##### Data provided #####

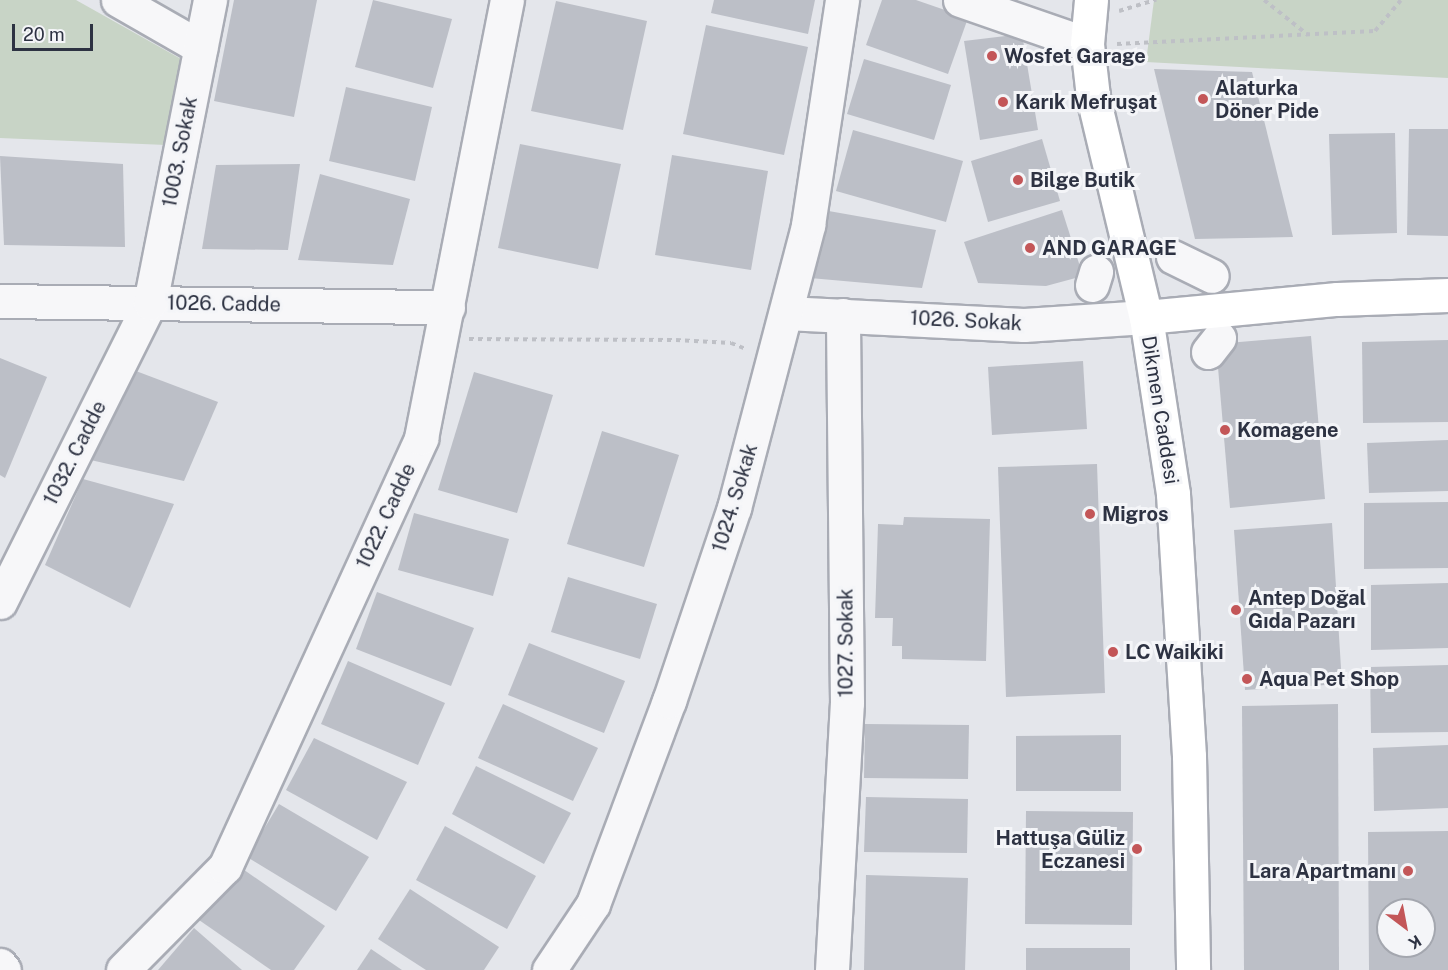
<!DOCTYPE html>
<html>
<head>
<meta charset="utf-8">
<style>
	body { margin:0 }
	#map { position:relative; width:1448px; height:970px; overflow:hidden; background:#e4e6eb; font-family:"Public Sans",sans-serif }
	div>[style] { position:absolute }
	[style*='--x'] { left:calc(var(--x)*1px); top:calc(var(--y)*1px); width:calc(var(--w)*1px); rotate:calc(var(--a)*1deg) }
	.green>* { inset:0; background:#c8d4c6 }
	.building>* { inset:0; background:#bcbfc7 }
	.path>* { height:4px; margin-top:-2px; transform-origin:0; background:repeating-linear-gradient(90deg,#bec0c6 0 4.5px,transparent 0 9px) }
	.roads { filter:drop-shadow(2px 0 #a9acb5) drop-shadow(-2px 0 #a9acb5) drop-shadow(0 2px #a9acb5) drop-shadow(0 -2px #a9acb5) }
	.minor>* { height:33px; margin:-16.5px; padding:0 16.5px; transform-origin:16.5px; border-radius:16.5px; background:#f7f7f9 }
	.major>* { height:33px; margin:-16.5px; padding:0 16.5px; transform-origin:16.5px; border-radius:16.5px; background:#fff }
	.dots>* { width:16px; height:16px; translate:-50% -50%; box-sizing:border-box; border:3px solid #f4f5f8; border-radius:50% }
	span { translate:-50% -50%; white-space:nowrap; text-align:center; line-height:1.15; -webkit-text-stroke:6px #f4f5f8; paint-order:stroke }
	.poi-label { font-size:20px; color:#2d3242; font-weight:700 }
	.left { translate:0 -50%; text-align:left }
	.right { translate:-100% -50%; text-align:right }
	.street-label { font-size:20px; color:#2d3242 }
	.north { position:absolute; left:1376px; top:898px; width:60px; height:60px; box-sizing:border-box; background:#f4f5f8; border:2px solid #a4a7af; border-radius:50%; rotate:148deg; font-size:16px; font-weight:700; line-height:24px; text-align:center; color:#2d3242 }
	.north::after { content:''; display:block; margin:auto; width:21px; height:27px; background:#c35658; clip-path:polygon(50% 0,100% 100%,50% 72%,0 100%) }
	.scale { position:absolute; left:12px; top:24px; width:81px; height:27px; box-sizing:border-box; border:3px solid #2d3242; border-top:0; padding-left:8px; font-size:18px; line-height:21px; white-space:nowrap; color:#2d3242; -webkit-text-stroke:4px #f4f5f8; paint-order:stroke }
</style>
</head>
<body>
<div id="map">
	<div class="green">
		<i style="clip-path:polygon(0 0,76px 0,181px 59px,166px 145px,0 138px)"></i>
		<i style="clip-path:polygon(1154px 0,1448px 0,1448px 78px,1146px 62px)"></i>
	</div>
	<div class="building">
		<i style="clip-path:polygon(234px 0,317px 0,294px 117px,214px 101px)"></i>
		<i style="clip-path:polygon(373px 0,452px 19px,433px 88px,355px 67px)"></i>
		<i style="clip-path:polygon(714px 0,815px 0,808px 34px,711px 13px)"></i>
		<i style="clip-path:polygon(882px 0,916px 0,968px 18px,948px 74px,866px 45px)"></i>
		<i style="clip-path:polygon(556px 1px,647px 21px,623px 130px,531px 111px)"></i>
		<i style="clip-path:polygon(706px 25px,808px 47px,784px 155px,683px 134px)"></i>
		<i style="clip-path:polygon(1022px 34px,1038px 130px,980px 140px,964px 41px)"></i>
		<i style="clip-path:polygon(864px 59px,951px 85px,934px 140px,847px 114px)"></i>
		<i style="clip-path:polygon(1154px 69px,1252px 72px,1293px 237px,1195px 239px)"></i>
		<i style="clip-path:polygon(346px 87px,432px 107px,415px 181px,329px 161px)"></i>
		<i style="clip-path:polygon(1409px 129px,1448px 129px,1448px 236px,1407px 235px)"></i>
		<i style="clip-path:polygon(853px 130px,963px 161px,946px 222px,836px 191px)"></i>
		<i style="clip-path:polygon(1395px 133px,1397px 233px,1332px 235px,1329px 134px)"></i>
		<i style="clip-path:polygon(1042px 139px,1060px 201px,988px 222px,971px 161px)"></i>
		<i style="clip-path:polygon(520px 144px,621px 164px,598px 269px,498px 248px)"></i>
		<i style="clip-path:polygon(672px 155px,768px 171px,751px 270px,655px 255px)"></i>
		<i style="clip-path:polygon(0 156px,123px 164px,125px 247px,4px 245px)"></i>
		<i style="clip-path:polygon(300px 164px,288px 250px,202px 249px,216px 165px)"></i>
		<i style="clip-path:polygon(320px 174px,410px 199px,393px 265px,298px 260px)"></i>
		<i style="clip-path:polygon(823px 210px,936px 230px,922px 288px,810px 278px)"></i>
		<i style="clip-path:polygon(1062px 210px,1083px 276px,1046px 286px,978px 283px,964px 242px)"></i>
		<i style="clip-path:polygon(1311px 336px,1325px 499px,1230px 508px,1216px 344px)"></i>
		<i style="clip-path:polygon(1448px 340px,1448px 422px,1363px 423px,1362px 342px)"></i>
		<i style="clip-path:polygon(0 358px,47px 377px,5px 478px,0 475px)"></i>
		<i style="clip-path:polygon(1083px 361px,1087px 429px,992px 435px,988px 367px)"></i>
		<i style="clip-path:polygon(128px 368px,218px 402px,184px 481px,86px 459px)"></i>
		<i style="clip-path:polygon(474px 372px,553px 395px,517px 513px,438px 490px)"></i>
		<i style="clip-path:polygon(602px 431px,679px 455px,644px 567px,567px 544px)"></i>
		<i style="clip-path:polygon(1448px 440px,1448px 491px,1369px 493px,1367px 443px)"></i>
		<i style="clip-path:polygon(1097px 464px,1105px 693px,1006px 697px,998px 467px)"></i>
		<i style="clip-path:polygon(83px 479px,174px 504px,130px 608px,45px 565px)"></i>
		<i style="clip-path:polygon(1448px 502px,1448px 568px,1364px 569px,1364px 503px)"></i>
		<i style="clip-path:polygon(414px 513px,509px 539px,493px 596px,398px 570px)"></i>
		<i style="clip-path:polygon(904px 517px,990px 519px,986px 661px,902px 659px,902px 646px,892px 646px,893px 618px,875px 618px,878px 524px,903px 525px)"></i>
		<i style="clip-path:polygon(1332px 523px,1342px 684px,1245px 690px,1234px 530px)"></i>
		<i style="clip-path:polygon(568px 577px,657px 604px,640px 659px,551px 632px)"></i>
		<i style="clip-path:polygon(1448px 583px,1448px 648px,1371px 650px,1371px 585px)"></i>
		<i style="clip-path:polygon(377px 592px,474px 628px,451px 686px,356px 649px)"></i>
		<i style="clip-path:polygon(529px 643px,625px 681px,604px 733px,508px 695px)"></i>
		<i style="clip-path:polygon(348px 661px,445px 703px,418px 765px,321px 724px)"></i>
		<i style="clip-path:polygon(1448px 665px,1448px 732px,1371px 733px,1370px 667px)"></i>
		<i style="clip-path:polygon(503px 704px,598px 748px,573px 801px,478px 758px)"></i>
		<i style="clip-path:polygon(1338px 704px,1339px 970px,1244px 970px,1242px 706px)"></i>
		<i style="clip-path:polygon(865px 724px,969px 725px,968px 779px,864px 778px)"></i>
		<i style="clip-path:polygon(1121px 735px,1121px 791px,1016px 791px,1016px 736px)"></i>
		<i style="clip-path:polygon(314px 738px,407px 782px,377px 840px,286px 790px)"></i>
		<i style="clip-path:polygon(1448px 745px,1448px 808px,1374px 811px,1373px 748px)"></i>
		<i style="clip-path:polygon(476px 766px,571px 813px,544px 864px,452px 814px)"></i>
		<i style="clip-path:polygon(866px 797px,968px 799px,967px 853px,864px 852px)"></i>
		<i style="clip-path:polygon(279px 804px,369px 857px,336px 911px,247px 857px)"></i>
		<i style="clip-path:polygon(1026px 811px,1133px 812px,1132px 925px,1025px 924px)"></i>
		<i style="clip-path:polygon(445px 826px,536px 876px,507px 929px,416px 880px)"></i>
		<i style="clip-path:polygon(evenodd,1448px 831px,1448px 970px,1369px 970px,1368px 832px,1448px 831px,1388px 910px,1424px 910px,1424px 946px,1388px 946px,1388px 910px)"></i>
		<i style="clip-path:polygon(237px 865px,325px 926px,294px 970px,271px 970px,199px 920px)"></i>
		<i style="clip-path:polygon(866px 875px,968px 878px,965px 970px,864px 970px)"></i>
		<i style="clip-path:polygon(410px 889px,499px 947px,484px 970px,426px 970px,378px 939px)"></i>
		<i style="clip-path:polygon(194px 928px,242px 970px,158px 970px)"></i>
		<i style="clip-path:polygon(1026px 948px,1130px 948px,1130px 970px,1026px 970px)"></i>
		<i style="clip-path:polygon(371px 949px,402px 970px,357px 970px)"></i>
	</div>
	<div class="path">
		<i style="--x:1264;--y:0;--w:56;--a:38.5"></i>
		<i style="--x:1119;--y:11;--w:39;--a:-17"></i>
		<i style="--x:1117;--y:44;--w:258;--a:-2.9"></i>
		<i style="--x:1375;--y:31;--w:40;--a:-50"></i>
		<i style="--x:469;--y:339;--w:207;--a:0.3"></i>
		<i style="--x:676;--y:340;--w:55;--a:3.1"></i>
		<i style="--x:731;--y:343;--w:16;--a:22"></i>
	</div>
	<div class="roads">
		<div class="minor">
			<i style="--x:118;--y:0;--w:95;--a:29.8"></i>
			<i style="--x:960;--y:0;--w:134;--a:19.1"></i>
			<i style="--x:1173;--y:257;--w:43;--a:26"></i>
			<i style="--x:1092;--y:285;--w:14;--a:-73"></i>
			<i style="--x:0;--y:301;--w:448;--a:0.8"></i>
			<i style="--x:786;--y:313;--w:238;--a:2.9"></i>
			<i style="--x:1024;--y:325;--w:122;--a:-3.8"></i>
			<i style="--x:1208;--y:352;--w:18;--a:-52"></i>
			<i style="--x:0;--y:602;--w:335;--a:-63.4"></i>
			<i style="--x:150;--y:303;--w:309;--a:-78.8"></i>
			<i style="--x:0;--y:965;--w:6;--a:51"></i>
			<i style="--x:123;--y:970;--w:145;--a:-45.3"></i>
			<i style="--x:225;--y:867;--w:472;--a:-65.4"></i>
			<i style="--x:421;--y:438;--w:446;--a:-78.9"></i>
			<i style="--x:549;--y:970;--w:79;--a:-56.3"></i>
			<i style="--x:593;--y:904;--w:217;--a:-69.5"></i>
			<i style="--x:669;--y:701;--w:204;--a:-71.4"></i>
			<i style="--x:734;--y:508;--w:293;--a:-75.3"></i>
			<i style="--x:808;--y:225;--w:228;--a:-81.4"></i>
			<i style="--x:832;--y:970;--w:267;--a:-86.8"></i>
			<i style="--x:847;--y:703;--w:388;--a:-90.6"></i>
		</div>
		<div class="major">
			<i style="--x:1091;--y:0;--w:44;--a:95.2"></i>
			<i style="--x:1087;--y:44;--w:53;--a:83.5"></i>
			<i style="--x:1093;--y:97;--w:226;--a:76.5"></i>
			<i style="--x:1146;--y:317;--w:179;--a:81.3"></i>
			<i style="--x:1173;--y:494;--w:262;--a:86.5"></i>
			<i style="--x:1189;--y:756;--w:214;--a:88.9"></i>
			<i style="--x:1146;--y:317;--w:192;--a:-5.4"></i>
			<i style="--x:1337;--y:299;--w:111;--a:-2.1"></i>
		</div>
	</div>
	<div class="dots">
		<i style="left:992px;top:56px;background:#c35658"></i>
		<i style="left:1203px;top:99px;background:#c35658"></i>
		<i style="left:1003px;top:102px;background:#c35658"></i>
		<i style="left:1018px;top:180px;background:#c35658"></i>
		<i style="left:1030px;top:248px;background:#c35658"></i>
		<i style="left:1225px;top:430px;background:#c35658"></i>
		<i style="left:1090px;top:514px;background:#c35658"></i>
		<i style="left:1236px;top:610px;background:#c35658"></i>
		<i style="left:1113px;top:652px;background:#c35658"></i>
		<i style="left:1247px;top:679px;background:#c35658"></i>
		<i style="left:1137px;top:849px;background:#c35658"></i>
		<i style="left:1408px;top:871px;background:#c35658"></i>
	</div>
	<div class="poi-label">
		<span class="left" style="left:1004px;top:56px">Wosfet Garage</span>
		<span class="left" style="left:1215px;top:100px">Alaturka<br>Döner Pide</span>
		<span class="left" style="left:1015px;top:102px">Karık Mefruşat</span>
		<span class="left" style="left:1030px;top:180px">Bilge Butik</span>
		<span class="left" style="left:1042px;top:248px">AND GARAGE</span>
		<span class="left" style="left:1237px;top:430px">Komagene</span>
		<span class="left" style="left:1102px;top:514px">Migros</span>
		<span class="left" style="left:1248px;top:610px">Antep Doğal<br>Gıda Pazarı</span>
		<span class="left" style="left:1125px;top:652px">LC Waikiki</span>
		<span class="left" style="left:1259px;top:679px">Aqua Pet Shop</span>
		<span class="right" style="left:1125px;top:850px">Hattuşa Güliz<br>Eczanesi</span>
		<span class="right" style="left:1396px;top:871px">Lara Apartmanı</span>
	</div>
	<div class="street-label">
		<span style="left:180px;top:152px;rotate:-79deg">1003. Sokak</span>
		<span style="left:224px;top:304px;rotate:1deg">1026. Cadde</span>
		<span style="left:966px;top:321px;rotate:3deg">1026. Sokak</span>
		<span style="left:1160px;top:410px;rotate:81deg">Dikmen Caddesi</span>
		<span style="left:75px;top:453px;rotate:-63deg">1032. Cadde</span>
		<span style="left:735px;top:498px;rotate:-73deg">1024. Sokak</span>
		<span style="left:386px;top:516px;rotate:-65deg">1022. Cadde</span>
		<span style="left:846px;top:643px;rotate:-90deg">1027. Sokak</span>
	</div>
	<div class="north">K</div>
	<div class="scale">20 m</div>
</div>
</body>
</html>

#####

What you give back should be exactly the lines of the data above from the line with "font-size:20px; color:#2d3242; font-weight:700" through the line with "translate:-100% -50%; text-align:right", both of those included, and nothing more.

_Output of the task_.
	.poi-label { font-size:20px; color:#2d3242; font-weight:700 }
	.left { translate:0 -50%; text-align:left }
	.right { translate:-100% -50%; text-align:right }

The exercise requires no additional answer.